Common Errors & Debugging

Error: 401 Unauthorized on CXone OAuth Endpoint

  • Cause: Invalid client ID/secret or missing eventbridge:write scope.
  • Fix: Verify credentials in the CXone admin console. Ensure the scope parameter matches exactly. Check token expiration and implement refresh logic for long-running services.
  • Code Fix: The getCXoneToken function already returns a typed error on 401. Add a retry loop with exponential backoff if tokens expire mid-flight.

Error: 403 Forbidden on Connection Creation

  • Cause: The authenticated user lacks organization-level permissions to create EventBridge integrations.
  • Fix: Assign the EventBridge Administrator or Integration Administrator role to the OAuth client user.
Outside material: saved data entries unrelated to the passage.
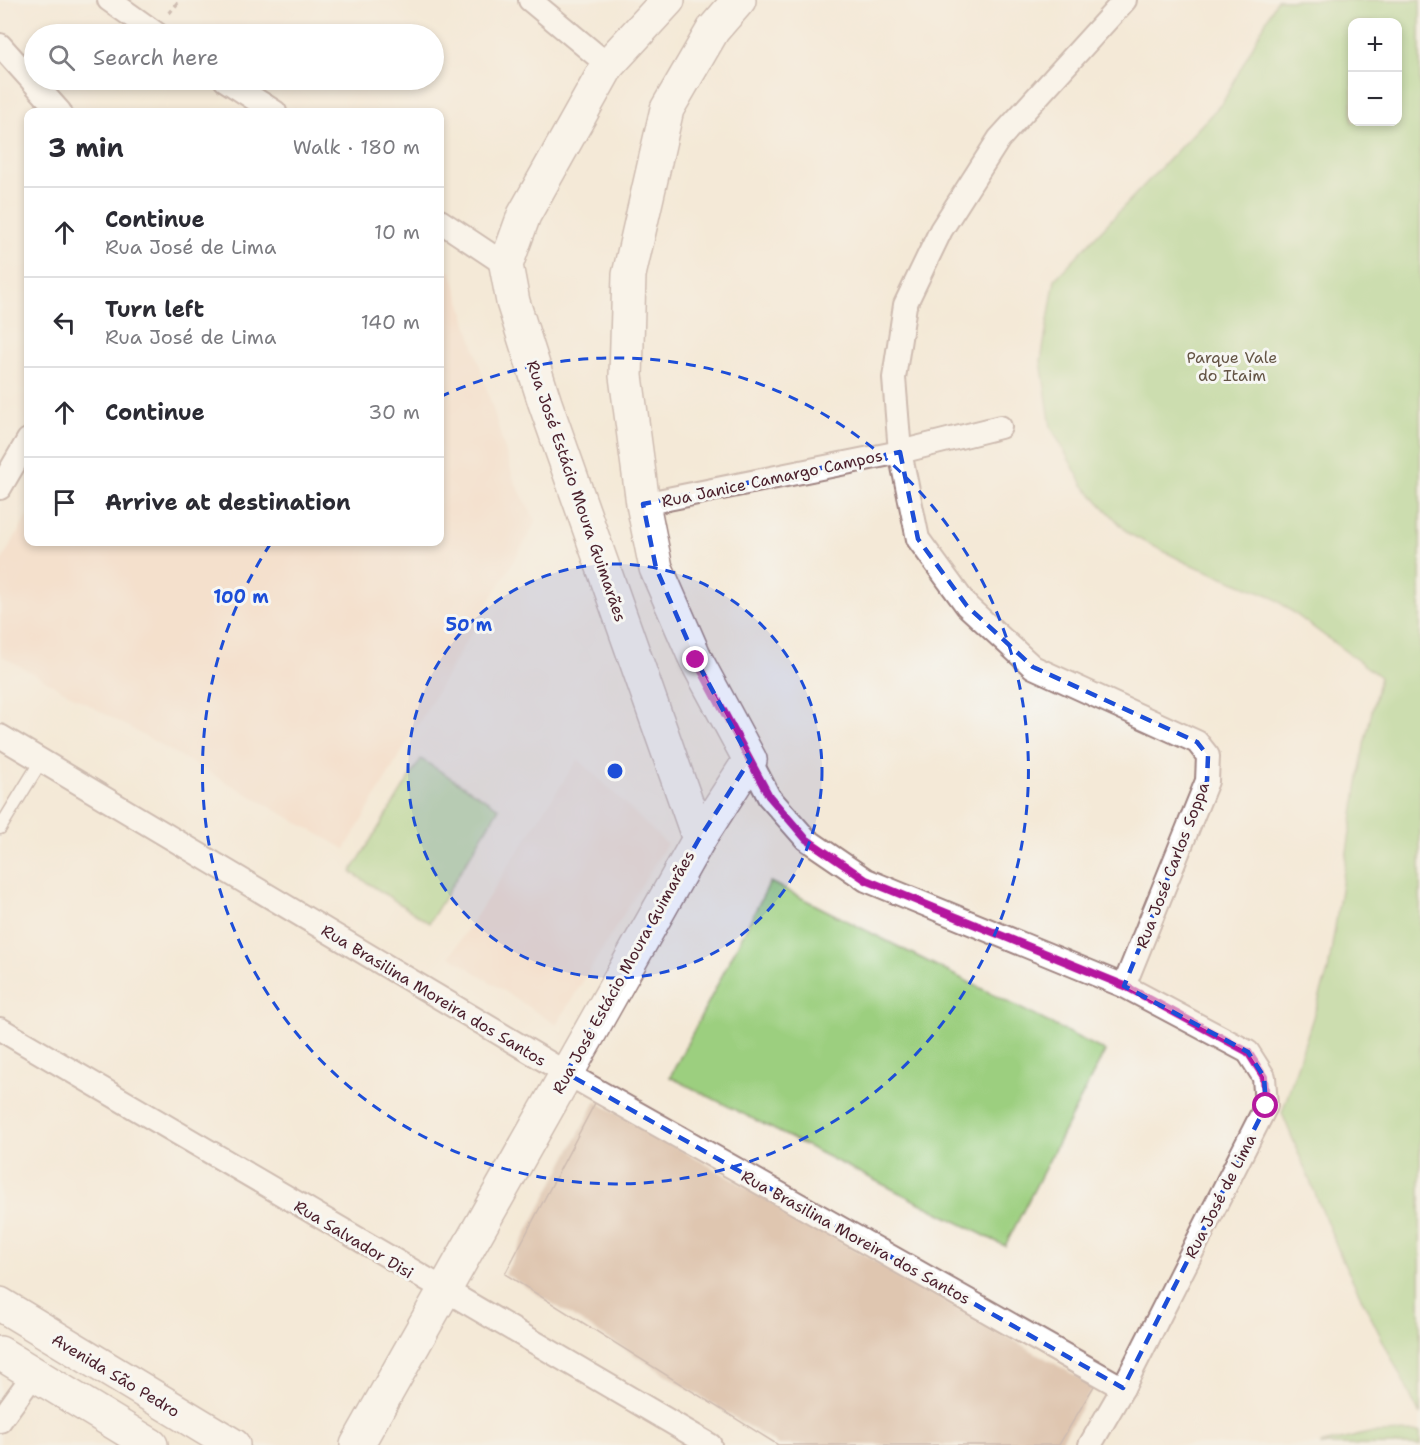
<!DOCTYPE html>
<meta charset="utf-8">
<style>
body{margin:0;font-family:"Shantell Sans",sans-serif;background:#f7f7f7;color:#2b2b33}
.controls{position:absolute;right:18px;top:18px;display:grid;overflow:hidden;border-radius:12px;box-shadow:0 3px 9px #0003}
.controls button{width:54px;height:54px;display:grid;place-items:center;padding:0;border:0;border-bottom:2px solid #e1e1e2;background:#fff;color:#2b2b33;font:30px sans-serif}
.stop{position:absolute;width:18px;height:18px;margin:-14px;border:4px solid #b5179e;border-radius:50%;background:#fff}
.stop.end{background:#b5179e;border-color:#fff;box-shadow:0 2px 6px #0008}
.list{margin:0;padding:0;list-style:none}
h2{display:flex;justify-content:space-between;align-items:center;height:78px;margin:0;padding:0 24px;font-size:26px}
h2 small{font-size:20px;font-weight:400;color:#7c7c81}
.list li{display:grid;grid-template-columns:39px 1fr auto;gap:18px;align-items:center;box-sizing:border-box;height:90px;padding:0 24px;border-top:2px solid #e1e1e2}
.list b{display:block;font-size:22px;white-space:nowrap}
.list p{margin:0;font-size:20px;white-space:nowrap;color:#7c7c81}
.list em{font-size:20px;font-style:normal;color:#7c7c81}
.icon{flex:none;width:33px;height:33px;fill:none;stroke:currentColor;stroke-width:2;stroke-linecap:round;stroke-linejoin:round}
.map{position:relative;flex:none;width:1420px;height:1445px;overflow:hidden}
.search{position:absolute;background:#fff;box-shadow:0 3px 9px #0003;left:24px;top:24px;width:420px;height:66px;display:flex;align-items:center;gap:15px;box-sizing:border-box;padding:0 21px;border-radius:33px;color:#7c7c81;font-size:22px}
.panel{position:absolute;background:#fff;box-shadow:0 3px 9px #0003;left:24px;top:108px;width:420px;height:438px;border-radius:12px}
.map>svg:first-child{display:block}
.built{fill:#f3d4bf}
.green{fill:#9ccf7f;stroke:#737755;stroke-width:1.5;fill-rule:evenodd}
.building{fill:#c59b82}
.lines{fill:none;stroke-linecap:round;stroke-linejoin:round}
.lane-casing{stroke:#9f8481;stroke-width:15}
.street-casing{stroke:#9f8481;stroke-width:26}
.secondary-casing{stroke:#9f8481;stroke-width:36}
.path{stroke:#9f8481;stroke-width:4;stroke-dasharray:4.5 4.5;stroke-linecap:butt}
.lane{stroke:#fff;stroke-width:12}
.street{stroke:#fff;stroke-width:22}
.secondary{stroke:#fff;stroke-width:33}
.route{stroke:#b5179e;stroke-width:8}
.marked{fill:none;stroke:#1d4ed8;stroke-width:4.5;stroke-dasharray:12 8;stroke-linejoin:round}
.ring{fill:none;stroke:#1d4ed8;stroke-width:3;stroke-dasharray:10 8}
.labels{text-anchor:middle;stroke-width:6;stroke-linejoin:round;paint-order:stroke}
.park-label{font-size:16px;fill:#635444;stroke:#f6f6f2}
.street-label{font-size:16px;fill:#4a1f2b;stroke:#f6f6f2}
.centre{fill:#1d4ed8;stroke:#f6f6f2;stroke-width:3}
.ring-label{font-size:18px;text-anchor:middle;font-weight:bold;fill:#1d4ed8;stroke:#f6f6f2;stroke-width:6;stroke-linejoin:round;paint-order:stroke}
</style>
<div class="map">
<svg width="1420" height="1445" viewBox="0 0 1420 1445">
<rect width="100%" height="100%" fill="#f6f6f2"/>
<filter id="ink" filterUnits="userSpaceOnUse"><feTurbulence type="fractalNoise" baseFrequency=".0167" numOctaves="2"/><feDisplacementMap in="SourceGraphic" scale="12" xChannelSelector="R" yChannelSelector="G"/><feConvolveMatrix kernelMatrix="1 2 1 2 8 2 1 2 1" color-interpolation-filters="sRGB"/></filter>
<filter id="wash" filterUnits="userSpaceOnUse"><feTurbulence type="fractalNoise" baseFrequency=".008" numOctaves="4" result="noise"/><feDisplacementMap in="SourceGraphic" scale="24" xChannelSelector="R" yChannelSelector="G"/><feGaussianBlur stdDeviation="1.35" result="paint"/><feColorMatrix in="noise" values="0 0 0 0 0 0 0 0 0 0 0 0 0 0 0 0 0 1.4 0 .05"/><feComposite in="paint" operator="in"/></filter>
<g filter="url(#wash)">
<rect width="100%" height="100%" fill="#f4e9d7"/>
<g class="built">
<polygon points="440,266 452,273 514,480 536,522 345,849 0,655 0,564 28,514 28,542 440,542"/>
<polygon points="578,759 667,844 556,1025 450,956"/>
</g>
<g class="green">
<path d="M1277,0H1420V1415L1342,1259L1282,1113L1328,971L1364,745L1380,677L1271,596L1187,563L1129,534L1083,485L1051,427L1041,361L1055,279L1223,102ZM1398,22V122H1352V22Z"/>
<polygon points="421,759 499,808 429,923 351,872"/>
<polygon points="770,882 1105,1051 1005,1246 670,1077"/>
<polygon points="1420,1432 1420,1445 1319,1445 1369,1433"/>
</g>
<g id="blocks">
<polygon class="building" points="596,1101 1094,1386 1059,1445 778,1445 505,1274"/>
</g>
</g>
<g filter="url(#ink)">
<use href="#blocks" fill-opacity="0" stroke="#9f8481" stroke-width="1.5"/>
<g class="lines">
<defs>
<polyline id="lane" points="0,828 41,761"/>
<g id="street">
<polyline points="109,0 157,34"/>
<polyline points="530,0 608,65"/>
<polyline points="0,45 60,112"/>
<polyline points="225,80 275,112"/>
<polyline points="440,221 506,265"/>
<polyline points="0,488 28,440"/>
<polyline points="643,504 900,452 1000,427"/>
<polyline points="0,736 566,1073 1123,1388"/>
<polyline points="750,760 769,797 806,839 866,880 1124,986 1248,1052 1264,1077 1266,1106 1123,1388 1090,1445"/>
<polyline points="1124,986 1207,781 1208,756 1197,742 1033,667 967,606 918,539 900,452 894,378 905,305 941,230 999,139 1125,0"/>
<polyline points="0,1029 710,1445"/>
<polyline points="0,1421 34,1374"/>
</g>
<g id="secondary">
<polyline points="668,0 608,65 524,215 506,265 513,302 545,403 699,839"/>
<polyline points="0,1304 233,1445"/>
<polyline points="0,1353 151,1445"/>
<polyline points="357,1445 699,839 750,760 696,660 656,568 643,504 626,376 629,275 667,109 713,30 739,0"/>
</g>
</defs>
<use href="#lane" class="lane-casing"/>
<use href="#street" class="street-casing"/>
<use href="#secondary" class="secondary-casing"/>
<polyline class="path" points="169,13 180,0"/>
<use href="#lane" class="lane"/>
<use href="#street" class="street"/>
<use href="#secondary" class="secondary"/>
</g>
</g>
<g class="lines" filter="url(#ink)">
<polyline class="route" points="696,660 769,796 806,839 866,880 1125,986 1248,1052 1264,1077 1266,1106"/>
</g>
<path d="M0 0H1420V1445H0ZM900,452L918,539L967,606L1033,667L1197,742L1208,756L1207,781L1124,986L1248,1052L1264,1077L1266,1106L1123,1388L566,1073L699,839L750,760L696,660L656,568L643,504Z" fill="#f4e9d7" fill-opacity=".55" fill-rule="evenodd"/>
<path class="marked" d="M900,452L918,539L967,606L1033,667L1197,742L1208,756L1207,781L1124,986L1248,1052L1264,1077L1266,1106L1123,1388L566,1073L699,839L750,760L696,660L656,568L643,504Z"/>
<circle cx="615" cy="771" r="207" fill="#1d4ed8" fill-opacity=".12"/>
<g class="ring">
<circle cx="615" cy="771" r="207"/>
<path d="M440 397A413 413 0 1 1 271 543"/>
</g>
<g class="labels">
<g class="park-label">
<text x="1232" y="363">Parque Vale<tspan x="1232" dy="18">do Itaim</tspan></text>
</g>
<g class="street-label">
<text transform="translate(772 478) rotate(-12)" y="6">Rua Janice Camargo Campos</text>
<text transform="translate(577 491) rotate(71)" y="6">Rua José Estácio Moura Guimarães</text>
<text transform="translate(1172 865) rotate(-69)" y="6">Rua José Carlos Soppa</text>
<text transform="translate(623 972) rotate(-61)" y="6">Rua José Estácio Moura Guimarães</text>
<text transform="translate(434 995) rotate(31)" y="6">Rua Brasilina Moreira dos Santos</text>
<text transform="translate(1220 1196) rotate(-63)" y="6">Rua José de Lima</text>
<text transform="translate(856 1237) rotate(29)" y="6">Rua Brasilina Moreira dos Santos</text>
<text transform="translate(354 1239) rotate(31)" y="6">Rua Salvador Disi</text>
<text transform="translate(116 1375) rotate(31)" y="6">Avenida São Pedro</text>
</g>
</g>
<circle cx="615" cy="771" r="9" class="centre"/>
<g class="ring-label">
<text x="241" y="603">100 m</text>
<text x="469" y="631">50 m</text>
</g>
</svg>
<div class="controls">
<button>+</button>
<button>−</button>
</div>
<div class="stop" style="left:1266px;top:1106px"></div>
<div class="stop end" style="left:696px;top:660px"></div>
<div class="search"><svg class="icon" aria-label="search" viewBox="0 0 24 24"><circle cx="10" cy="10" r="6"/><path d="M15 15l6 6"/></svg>Search here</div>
<section class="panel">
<h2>3 min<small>Walk · 180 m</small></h2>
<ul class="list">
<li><svg class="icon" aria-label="ahead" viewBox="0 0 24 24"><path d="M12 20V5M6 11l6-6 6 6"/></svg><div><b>Continue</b><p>Rua José de Lima</p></div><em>10 m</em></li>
<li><svg class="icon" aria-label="left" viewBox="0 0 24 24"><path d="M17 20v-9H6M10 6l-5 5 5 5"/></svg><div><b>Turn left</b><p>Rua José de Lima</p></div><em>140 m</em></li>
<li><svg class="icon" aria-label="ahead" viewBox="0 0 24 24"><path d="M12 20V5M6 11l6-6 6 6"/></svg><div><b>Continue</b></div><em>30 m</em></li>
<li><svg class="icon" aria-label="arrive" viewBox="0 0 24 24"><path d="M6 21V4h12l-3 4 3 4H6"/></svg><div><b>Arrive at destination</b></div></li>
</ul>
</section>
</div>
Verify the AWS account ID matches the CXone tenant configuration.

Error: 429 Too Many Requests on AWS SDK Calls

  • Cause: Exceeding EventBridge PutRule or PutTargets rate limits.
  • Fix: Implement retry with jitter. The AWS SDK for Go v2 supports middleware.Retryer. Configure config.WithRetryMaxAttempts(5) during LoadDefaultConfig.

Error: Schema Validation Failure on Stage Field

  • Cause: CXone pushed an interaction stage not listed in the Allowed map.
  • Fix: Update the SchemaConstraint.Allowed map to include new lifecycle stages (Transfer, Monitor, Recorded). Log validation failures to CloudWatch for schema drift detection.

Error: Out-of-Order Processing Despite Sequence Buffer

  • Cause: Concurrent HTTP requests arrive before the ordering buffer flushes.
  • Fix: The orderedBuf slice appends events in arrival order. If strict causal ordering is required, sort by event.Time before fan-out. Add a time.Sleep(50 * time.Millisecond) debounce in production to batch near-simultaneous events.